With Thanksgiving fast approaching, we often find ourselves becoming more introspective, reflecting on the people and things for which we are thankful. As we at Fanbase Press celebrate fandoms, this year, the Fanbase Press staff and contributors have chosen to honor their favorite fandoms, characters, or other elements of geekdom for which they are thankful, and how those areas of geekiness have shaped their lives and values.
My dad stood up sharply, his face was red: “It’s not fair. They shouldn’t all die!” My high school friends and I didn’t know how to react. It was several long beats before I decided what to do.
I began playing tabletop games long before they were called tabletop games. My first experience with Dungeons and Dragons was when I was ten. I think it was the first edition. My keenest memory is being stopped from entering a castle by a horde of goblins and then weeks later my mom putting her foot down that I couldn’t play anymore when I wigged out that my character might die if I missed a week. I got you beat, Stranger Things.
It didn’t stop me for long. A couple years later, I was back rolling dice, playing Cyberpunk, Earthdawn, and a few others, but always, always back to Dungeons and Dragons.
This game helped develop my creative mind, sharpening my storytelling abilities, enlivening my propensity for world building, and embracing things with epic scopes. I can’t shut my imagination off; ideas I have keep growing and growing and growing and growing… (I can hear Pee-Wee Herman’s mad cackle in the back of my mind between each repetition.)

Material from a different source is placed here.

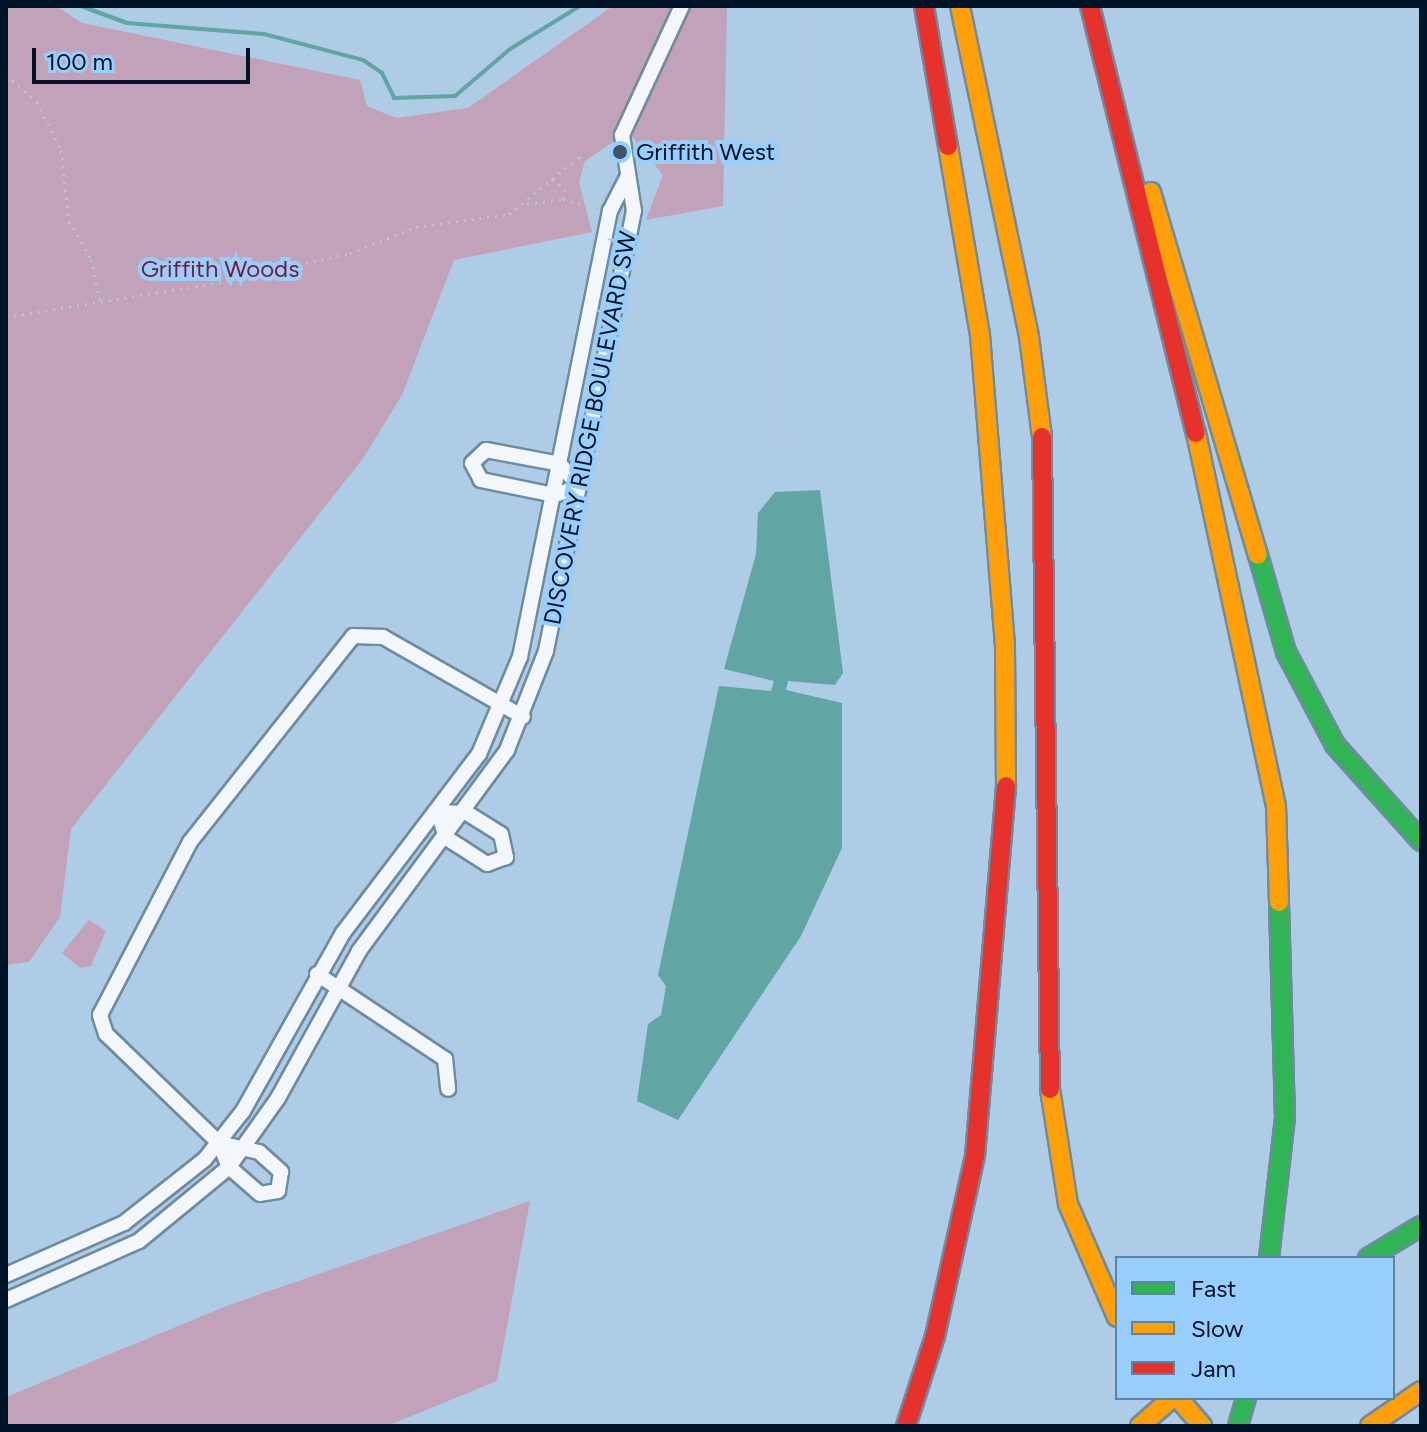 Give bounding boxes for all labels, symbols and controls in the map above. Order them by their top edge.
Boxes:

That’s only part of the reason why I am so thankful for Dungeons and Dragons. For the past two years, I’ve met every week with the same four gentlemen to go on adventures. Not only have we gone up against great adversaries in-game, but we’ve been there for each other out of game, through some serious ups and down. Those are bonds that are hard to put aside. I have other various groups or friends I sometimes play regularly with, sometimes irregularly. These are friendships that either became friends due to roleplaying or have only grown stronger because of Dungeons and Dragons.

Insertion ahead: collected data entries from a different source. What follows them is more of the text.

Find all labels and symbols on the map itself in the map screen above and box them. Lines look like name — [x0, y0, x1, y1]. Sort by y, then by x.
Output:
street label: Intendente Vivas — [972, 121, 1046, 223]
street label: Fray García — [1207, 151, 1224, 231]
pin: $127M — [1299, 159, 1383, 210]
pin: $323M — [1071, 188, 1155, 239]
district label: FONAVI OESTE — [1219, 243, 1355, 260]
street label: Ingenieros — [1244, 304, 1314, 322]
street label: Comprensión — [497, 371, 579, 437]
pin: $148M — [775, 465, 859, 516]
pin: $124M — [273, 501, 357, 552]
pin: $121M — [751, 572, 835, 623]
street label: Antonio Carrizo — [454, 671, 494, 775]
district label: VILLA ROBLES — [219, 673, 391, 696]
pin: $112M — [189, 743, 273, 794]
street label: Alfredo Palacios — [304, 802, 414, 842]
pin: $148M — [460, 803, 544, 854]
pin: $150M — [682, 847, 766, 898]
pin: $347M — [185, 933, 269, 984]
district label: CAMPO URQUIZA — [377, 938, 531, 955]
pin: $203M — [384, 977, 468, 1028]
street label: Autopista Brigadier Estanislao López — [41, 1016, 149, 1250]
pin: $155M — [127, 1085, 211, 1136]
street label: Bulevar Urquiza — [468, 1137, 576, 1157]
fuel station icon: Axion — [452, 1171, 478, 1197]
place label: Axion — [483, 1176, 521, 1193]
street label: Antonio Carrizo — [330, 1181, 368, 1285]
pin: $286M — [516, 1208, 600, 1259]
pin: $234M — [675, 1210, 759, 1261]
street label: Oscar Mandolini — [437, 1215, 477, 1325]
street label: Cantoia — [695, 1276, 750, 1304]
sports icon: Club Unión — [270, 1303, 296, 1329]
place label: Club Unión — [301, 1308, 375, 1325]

Even more than friendship, in my teens, my parents accepted that I wasn’t going to get away from gaming and instead of trying to talk me down from it, my dad joined a campaign I was DM’ing. I remember one afternoon playing in my grandmother’s basement. My dad was there with my friends. They were trying to save a large group of people who had been taken against their will, to mine deep below the Earth. Knowing that the band of adventurers were coming, the villains put their slaves under a net full of rocks, ready to cut the rocks at any second, crushing their hostages. My dad attacked the goblin in charge of cutting the rope, it wasn’t quite a good enough roll, and the goblin cut the rope before dying, crushing the hostages. My dad jumped to his feet: “It’s not fair. They shouldn’t all die!” It wasn’t that he raised his voice that quieted us, it was that there was such empathy and passion in his voice. It startled all of us. After a few moments, I backed down, realizing I had only let them die for the sake of misplaced drama. Instead, I backed down, and I let half of them die. A bittersweet victory as opposed to a complete loss. I learned a lot in that moment, about drama and about empathy. Cruelty isn’t necessarily drama, and empathy is a powerful tool for change. It might seem ridiculous, but it’s not. You can learn a lot from reading, but when you are a part of the story being told, moments like that stick with you to an even greater degree.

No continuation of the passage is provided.